By default, the library allocates an array of size 110 bytes for receiving the packet. Since we are not using dynamic memory, it must do this since it has no way of knowing the size of the packets it will be receiving. The packet array size is specified in XBee.h

#define MAX_FRAME_DATA_SIZE 110

This allows for the largest payload size (100 bytes), plus packet overhead. Note: If you are using smaller packets you can save memory by reducing this value.

As with Transmit packets, the type of RX packets depends on the radio: Series 1 or Series 2. On the receiving XBee, create a RX object. This example uses a Series 1 RX packet:

Rx16Response rx16 = Rx16Response();

Reading a Packet

In the loop function call the readPacket function

xbee.readPacket();

This will read any data that is available and should be very quick. Another option is to call readPacket and specify a timeout:

xbee.readPacket(100);

This will wait up to 100 milliseconds for a packet to arrive before returning.

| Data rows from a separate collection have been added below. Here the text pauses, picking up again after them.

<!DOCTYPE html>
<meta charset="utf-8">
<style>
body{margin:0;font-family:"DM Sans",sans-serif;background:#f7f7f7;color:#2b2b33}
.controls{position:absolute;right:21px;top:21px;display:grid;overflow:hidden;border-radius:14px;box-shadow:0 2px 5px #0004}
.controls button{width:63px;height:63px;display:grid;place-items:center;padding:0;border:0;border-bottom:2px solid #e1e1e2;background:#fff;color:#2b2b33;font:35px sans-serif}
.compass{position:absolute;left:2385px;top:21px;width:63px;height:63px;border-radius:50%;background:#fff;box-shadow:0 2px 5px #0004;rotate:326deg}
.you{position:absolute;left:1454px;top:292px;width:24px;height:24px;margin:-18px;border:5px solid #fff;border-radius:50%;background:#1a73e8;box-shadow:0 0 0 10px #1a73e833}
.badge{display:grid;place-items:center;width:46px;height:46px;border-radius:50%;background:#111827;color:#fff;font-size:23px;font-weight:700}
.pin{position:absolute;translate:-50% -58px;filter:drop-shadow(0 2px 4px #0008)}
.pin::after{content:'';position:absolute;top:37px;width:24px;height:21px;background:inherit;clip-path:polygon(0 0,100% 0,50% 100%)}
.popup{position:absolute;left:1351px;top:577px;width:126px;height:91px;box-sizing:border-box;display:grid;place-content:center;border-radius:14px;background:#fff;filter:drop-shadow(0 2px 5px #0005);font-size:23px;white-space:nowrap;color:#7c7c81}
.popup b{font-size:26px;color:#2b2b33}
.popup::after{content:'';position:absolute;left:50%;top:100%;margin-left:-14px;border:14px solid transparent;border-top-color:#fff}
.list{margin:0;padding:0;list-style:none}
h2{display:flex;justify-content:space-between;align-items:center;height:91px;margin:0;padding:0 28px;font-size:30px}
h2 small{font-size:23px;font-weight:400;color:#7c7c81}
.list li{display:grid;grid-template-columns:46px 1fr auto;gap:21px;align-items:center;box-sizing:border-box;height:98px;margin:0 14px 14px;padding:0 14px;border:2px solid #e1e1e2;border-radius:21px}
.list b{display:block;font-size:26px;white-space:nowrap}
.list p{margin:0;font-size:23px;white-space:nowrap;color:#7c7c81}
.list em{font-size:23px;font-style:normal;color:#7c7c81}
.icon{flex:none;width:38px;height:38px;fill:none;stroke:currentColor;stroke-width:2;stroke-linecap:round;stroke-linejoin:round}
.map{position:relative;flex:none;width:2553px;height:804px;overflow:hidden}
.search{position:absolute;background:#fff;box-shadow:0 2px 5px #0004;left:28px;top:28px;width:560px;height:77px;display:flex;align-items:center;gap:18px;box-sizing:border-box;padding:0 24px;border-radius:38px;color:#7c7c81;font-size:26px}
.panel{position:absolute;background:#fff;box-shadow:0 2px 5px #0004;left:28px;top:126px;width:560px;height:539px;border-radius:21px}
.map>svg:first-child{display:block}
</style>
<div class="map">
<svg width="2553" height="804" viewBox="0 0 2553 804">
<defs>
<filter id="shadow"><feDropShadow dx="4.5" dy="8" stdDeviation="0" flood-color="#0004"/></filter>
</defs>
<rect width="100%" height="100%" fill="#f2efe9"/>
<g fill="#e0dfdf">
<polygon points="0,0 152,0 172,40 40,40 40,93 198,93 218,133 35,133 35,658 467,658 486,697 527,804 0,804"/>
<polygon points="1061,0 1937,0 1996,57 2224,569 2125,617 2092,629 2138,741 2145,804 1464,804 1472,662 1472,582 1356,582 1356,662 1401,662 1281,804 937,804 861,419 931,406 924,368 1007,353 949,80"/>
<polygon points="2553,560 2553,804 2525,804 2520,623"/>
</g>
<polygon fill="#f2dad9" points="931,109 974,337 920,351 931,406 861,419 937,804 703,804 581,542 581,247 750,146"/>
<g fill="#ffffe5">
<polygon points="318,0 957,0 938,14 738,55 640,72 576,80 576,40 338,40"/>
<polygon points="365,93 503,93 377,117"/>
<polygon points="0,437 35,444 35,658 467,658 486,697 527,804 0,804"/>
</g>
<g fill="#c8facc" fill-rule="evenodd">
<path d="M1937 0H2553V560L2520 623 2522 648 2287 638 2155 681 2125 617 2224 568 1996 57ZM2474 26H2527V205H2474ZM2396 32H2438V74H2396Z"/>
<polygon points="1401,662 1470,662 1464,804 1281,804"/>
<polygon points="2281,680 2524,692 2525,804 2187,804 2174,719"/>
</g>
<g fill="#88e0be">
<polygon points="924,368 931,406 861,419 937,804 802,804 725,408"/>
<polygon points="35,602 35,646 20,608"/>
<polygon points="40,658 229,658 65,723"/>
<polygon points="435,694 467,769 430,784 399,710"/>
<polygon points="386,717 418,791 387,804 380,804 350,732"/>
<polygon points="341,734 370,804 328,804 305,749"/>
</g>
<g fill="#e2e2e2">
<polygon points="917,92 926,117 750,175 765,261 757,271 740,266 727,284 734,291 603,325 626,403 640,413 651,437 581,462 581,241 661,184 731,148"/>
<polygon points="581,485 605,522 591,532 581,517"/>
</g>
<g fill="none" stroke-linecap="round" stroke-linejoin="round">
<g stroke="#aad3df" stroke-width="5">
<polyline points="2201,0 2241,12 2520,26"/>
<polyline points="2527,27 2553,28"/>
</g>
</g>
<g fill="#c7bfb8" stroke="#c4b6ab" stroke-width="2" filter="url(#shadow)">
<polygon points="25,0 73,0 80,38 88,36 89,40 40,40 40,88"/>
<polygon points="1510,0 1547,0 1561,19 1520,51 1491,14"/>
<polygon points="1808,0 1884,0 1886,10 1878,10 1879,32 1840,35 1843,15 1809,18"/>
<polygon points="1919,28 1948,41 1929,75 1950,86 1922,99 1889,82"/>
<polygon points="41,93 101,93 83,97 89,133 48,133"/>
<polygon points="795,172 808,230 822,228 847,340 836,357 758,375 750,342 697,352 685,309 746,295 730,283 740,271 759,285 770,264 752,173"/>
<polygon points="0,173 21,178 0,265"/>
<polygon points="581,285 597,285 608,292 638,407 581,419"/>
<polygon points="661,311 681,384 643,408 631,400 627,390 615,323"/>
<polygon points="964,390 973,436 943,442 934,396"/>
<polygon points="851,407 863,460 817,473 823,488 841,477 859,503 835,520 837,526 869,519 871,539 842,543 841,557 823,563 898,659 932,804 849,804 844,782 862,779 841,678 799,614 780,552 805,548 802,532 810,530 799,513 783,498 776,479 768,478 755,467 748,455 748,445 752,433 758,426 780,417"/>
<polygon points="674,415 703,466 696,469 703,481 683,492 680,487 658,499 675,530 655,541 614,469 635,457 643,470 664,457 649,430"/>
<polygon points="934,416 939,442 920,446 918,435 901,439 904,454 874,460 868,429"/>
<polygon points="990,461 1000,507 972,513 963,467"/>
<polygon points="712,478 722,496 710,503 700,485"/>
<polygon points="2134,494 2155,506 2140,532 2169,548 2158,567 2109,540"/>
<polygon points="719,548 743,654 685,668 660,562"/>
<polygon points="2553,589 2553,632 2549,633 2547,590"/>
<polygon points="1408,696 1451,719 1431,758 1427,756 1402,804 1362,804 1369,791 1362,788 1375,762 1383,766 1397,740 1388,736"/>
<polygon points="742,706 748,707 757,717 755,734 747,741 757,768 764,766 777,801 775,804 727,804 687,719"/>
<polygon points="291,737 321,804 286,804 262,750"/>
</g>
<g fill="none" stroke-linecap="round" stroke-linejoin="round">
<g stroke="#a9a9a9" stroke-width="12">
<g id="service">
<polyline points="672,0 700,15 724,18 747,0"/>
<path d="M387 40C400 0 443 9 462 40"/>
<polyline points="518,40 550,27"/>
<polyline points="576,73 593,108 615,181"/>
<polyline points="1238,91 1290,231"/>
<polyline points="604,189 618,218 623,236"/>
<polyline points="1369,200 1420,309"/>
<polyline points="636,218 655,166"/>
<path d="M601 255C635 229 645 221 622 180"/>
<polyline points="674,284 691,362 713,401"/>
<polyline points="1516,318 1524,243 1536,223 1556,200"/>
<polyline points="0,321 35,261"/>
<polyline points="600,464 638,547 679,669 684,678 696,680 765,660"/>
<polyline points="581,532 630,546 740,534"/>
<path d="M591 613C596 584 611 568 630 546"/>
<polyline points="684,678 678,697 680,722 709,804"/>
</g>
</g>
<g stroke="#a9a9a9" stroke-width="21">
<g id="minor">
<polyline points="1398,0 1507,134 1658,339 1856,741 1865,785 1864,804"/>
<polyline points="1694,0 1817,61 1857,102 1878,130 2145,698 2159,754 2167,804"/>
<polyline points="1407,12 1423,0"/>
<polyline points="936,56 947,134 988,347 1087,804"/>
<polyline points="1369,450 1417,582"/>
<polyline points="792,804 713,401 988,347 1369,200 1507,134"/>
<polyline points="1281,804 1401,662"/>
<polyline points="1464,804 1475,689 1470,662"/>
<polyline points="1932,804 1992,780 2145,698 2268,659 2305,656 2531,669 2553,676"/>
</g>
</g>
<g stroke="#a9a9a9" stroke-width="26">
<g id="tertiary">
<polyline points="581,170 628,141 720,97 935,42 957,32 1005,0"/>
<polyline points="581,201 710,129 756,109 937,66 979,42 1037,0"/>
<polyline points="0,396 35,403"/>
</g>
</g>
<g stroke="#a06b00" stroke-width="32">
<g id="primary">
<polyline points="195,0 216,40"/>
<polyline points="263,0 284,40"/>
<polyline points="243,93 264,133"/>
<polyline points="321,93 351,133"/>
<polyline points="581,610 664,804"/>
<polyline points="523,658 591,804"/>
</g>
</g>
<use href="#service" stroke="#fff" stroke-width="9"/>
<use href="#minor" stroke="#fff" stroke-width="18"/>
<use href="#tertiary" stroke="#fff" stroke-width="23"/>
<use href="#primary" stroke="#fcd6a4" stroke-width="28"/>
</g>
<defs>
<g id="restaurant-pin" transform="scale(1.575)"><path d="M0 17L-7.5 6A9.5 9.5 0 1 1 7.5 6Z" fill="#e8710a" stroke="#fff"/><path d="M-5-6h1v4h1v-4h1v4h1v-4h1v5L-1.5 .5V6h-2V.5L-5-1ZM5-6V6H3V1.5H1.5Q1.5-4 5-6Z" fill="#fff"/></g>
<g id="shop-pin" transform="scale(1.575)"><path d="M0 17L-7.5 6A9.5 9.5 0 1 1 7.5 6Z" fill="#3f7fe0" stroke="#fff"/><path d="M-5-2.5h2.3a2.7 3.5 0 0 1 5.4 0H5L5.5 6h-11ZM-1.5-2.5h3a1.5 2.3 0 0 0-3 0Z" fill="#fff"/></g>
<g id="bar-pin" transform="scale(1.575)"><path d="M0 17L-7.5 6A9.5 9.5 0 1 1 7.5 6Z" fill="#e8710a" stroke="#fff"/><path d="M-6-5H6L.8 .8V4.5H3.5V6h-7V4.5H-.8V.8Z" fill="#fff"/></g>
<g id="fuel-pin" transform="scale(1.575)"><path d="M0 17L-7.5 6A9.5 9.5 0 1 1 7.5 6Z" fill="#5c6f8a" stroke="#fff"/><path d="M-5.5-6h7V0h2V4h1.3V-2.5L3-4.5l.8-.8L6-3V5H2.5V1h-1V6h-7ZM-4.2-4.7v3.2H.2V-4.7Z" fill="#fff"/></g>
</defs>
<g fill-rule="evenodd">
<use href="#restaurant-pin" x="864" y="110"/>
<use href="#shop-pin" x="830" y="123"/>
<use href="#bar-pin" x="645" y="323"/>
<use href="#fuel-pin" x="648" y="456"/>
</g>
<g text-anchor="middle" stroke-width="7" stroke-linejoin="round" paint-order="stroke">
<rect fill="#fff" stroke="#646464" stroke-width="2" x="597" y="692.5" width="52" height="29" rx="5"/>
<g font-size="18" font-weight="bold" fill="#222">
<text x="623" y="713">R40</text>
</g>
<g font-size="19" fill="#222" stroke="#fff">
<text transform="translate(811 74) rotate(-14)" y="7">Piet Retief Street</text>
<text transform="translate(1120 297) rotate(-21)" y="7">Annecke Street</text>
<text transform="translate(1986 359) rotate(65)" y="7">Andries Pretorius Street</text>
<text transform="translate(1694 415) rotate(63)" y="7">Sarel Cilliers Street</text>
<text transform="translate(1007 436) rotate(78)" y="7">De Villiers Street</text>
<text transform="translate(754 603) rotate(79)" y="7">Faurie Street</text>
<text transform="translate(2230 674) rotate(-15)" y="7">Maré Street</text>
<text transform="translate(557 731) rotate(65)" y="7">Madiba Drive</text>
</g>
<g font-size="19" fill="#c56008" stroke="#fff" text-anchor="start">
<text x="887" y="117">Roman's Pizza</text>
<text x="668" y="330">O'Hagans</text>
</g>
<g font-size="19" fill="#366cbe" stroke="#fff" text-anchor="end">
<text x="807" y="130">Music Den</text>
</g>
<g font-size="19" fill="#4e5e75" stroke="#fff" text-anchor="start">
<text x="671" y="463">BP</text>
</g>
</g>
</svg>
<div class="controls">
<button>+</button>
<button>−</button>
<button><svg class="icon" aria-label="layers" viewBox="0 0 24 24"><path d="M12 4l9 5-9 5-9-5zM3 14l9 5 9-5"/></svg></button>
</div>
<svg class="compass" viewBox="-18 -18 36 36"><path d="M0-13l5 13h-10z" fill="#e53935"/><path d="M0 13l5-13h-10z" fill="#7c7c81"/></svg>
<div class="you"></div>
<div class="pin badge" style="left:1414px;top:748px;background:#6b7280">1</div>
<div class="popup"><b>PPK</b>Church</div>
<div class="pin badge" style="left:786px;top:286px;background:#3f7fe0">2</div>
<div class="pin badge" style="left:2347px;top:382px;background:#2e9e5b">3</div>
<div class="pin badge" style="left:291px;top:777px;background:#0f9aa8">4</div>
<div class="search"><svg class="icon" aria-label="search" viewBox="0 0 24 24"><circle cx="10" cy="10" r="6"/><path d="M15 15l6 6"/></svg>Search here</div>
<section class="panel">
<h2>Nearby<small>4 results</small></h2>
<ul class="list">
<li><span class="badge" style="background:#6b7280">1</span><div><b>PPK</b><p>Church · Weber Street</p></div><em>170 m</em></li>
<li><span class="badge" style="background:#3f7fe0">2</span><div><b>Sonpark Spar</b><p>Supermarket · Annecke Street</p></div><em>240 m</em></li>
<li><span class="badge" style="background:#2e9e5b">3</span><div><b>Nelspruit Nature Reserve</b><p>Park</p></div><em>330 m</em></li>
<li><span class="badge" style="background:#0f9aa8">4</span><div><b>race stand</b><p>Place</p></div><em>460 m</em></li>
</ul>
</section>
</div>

Important: Arduino uses interrupts for receiving serial data. This allows the sketch to do other things (e.g. read sensors, activate outputs) and receive data at the same time without losing data. Internally, Arduino uses a 100 byte buffer for receiving data. It's very important that you are consuming data off the buffer at a faster rate than data is transmitted, or you risk losing packets. In xbee-arduino terms, this means that you must call readPacket faster than the XBee is receiving packets. For example, if a TX sketch is sending packets every 100ms, the RX sketch must attempt a read a packet at a faster rate (e.g. every 80 ms), so that it does not lose data.

Now, to check if a packet was received:

if (xbee.getResponse().isAvailable()) {
        if (xbee.getResponse().getApiId() == RX_16_RESPONSE) {
                xbee.getResponse().getRx16Response(rx16);
        }
}

It's very important to check the type of packet that was received, since there are several different packet types, which require special handling. The function checks if the api id equals RX_16_RESPONSE. If so it is a 16-bit address RX packet and the packet is populated by called getRx16Response and passing the object.

Now we can check the source address (the radio that sent the packet):

rx16.getRemoteAddress16();

and get the RSSI (signal strength the radio detected when receiving the packet)

rx16.getRssi();

and access the payload. If you had New Soft Serial (NSS) configured, you could print the contents of the payload as follows:

for (int i = 0; i < rx.getDataLength(); i++) { 
         nss.print(rx.getData(i), BYTE); 
}

You may also want to access the payload as an array, possibly to pass it to a function for processing:

processPayload(rx.getData(), rx.getDataLength());

Error Handling

It's always a good idea to check if an error occurred after a packet read attempt.

if (xbee.getResponse().isError()) {
// get the error code
xbee.getResponse().getErrorCode()
}

Then check the error code to get more information. Error codes are as follows:

1 - CHECKSUM_FAILURE
2 - PACKET_EXCEEDS_BYTE_ARRAY_LENGTH
3 - UNEXPECTED_START_BYTE

These are defined in XBee.h

Troubleshooting

Programmable xBee unit

Sometimes, you have bought a programmable xBee without knowing. These xBee units look like normal xBee units but have an additional microcontroller. In order to act like a normal xBee, the letter "B" has to be sent to them at startup with 9600 baud to disable the onboard app. Carefully check the part number of your xBee if you are having serial communication issues.